## [TASK REQUIREMENTS]
Pull every line that includes the word "pedagogika" from the data.

## [RECORDS FOR THE TASK]
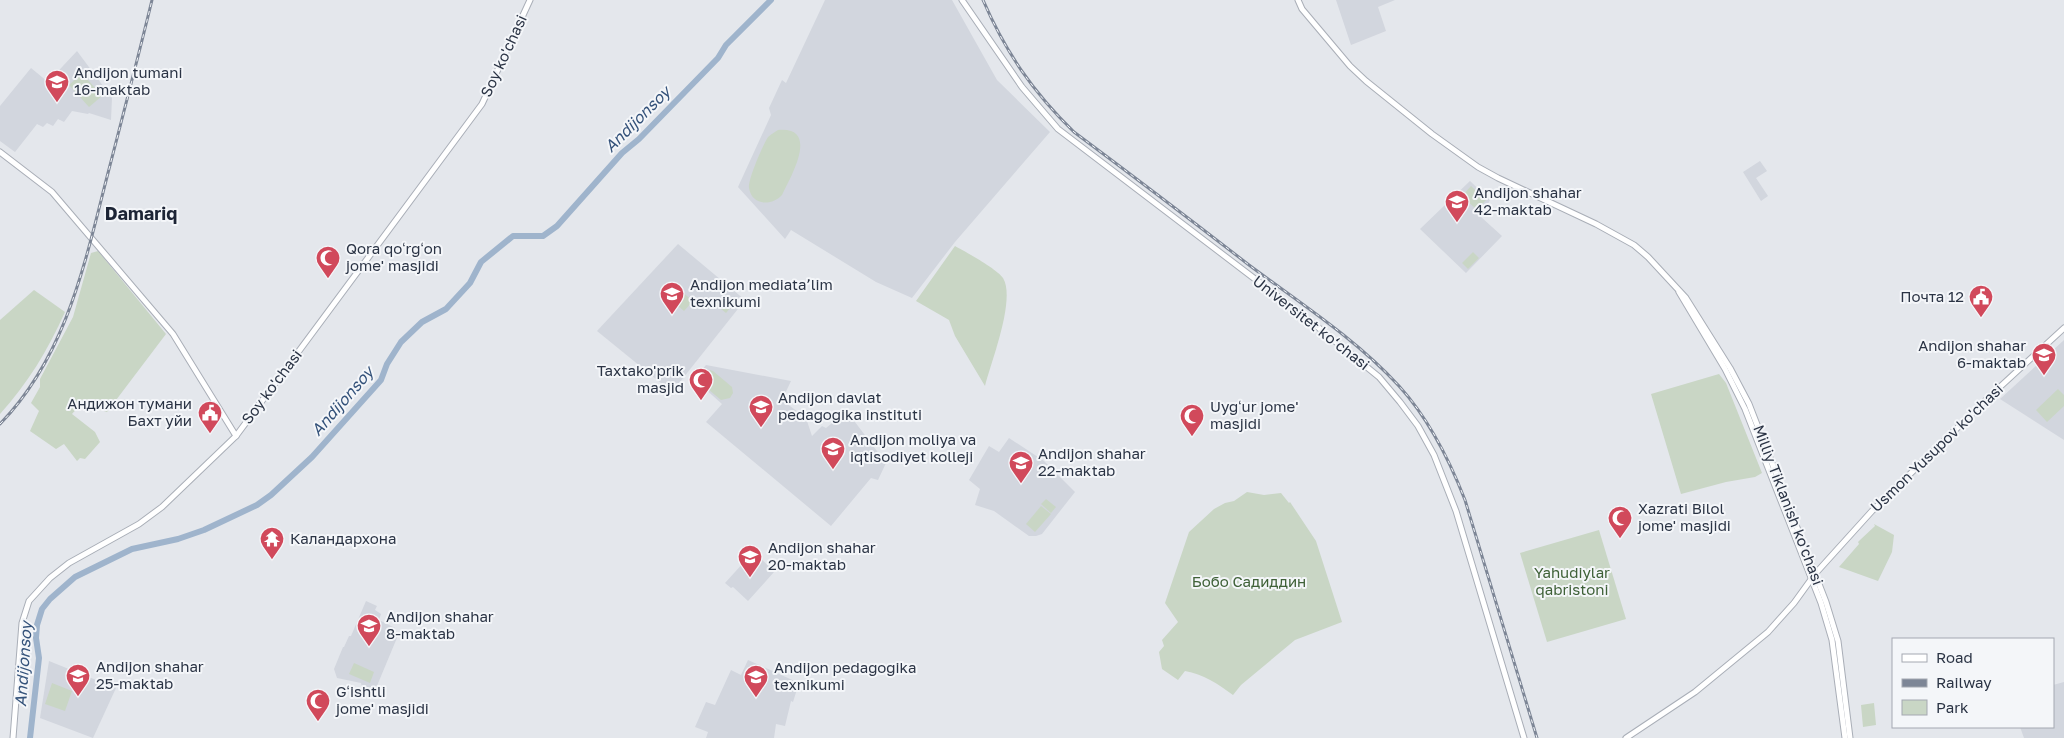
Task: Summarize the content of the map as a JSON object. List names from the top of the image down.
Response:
{
  "streets": {
    "main road": [
      "Soy ko'chasi",
      "Universitet kо‘chasi",
      "Usmon Yusupov ko'chasi",
      "Milliy Tiklanish ko'chasi"
    ]
  },
  "crossings": [
    ["Usmon Yusupov ko'chasi", "Milliy Tiklanish ko'chasi"]
  ],
  "districts": ["Damariq"],
  "water": ["Andijonsoy"],
  "parks": ["Yahudiylar qabristoni", "Бобо Садиддин"],
  "places": {
    "school or university": [
      "Andijon tumani 16-maktab",
      "Andijon shahar 42-maktab",
      "Andijon mediataʼlim texnikumi",
      "Andijon shahar 6-maktab",
      "Andijon davlat pedagogika instituti",
      "Andijon moliya va iqtisodiyet kolleji",
      "Andijon shahar 22-maktab",
      "Andijon shahar 20-maktab",
      "Andijon shahar 8-maktab",
      "Andijon shahar 25-maktab",
      "Andijon pedagogika texnikumi"
    ],
    "mosque": [
      "Qora qoʻrgʻon jome' masjidi",
      "Taxtako'prik masjid",
      "Uygʻur jome' masjidi",
      "Xazrati Bilol jome' masjidi",
      "Gʻishtli jome' masjidi"
    ],
    "public building": ["Почта 12", "Андижон тумани Бахт уйи"],
    "temple": ["Каландархона"]
  },
  "legend": ["Road", "Railway", "Park"]
}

## [REPLY TO THE TASK]
      "Andijon davlat pedagogika instituti",
      "Andijon pedagogika texnikumi"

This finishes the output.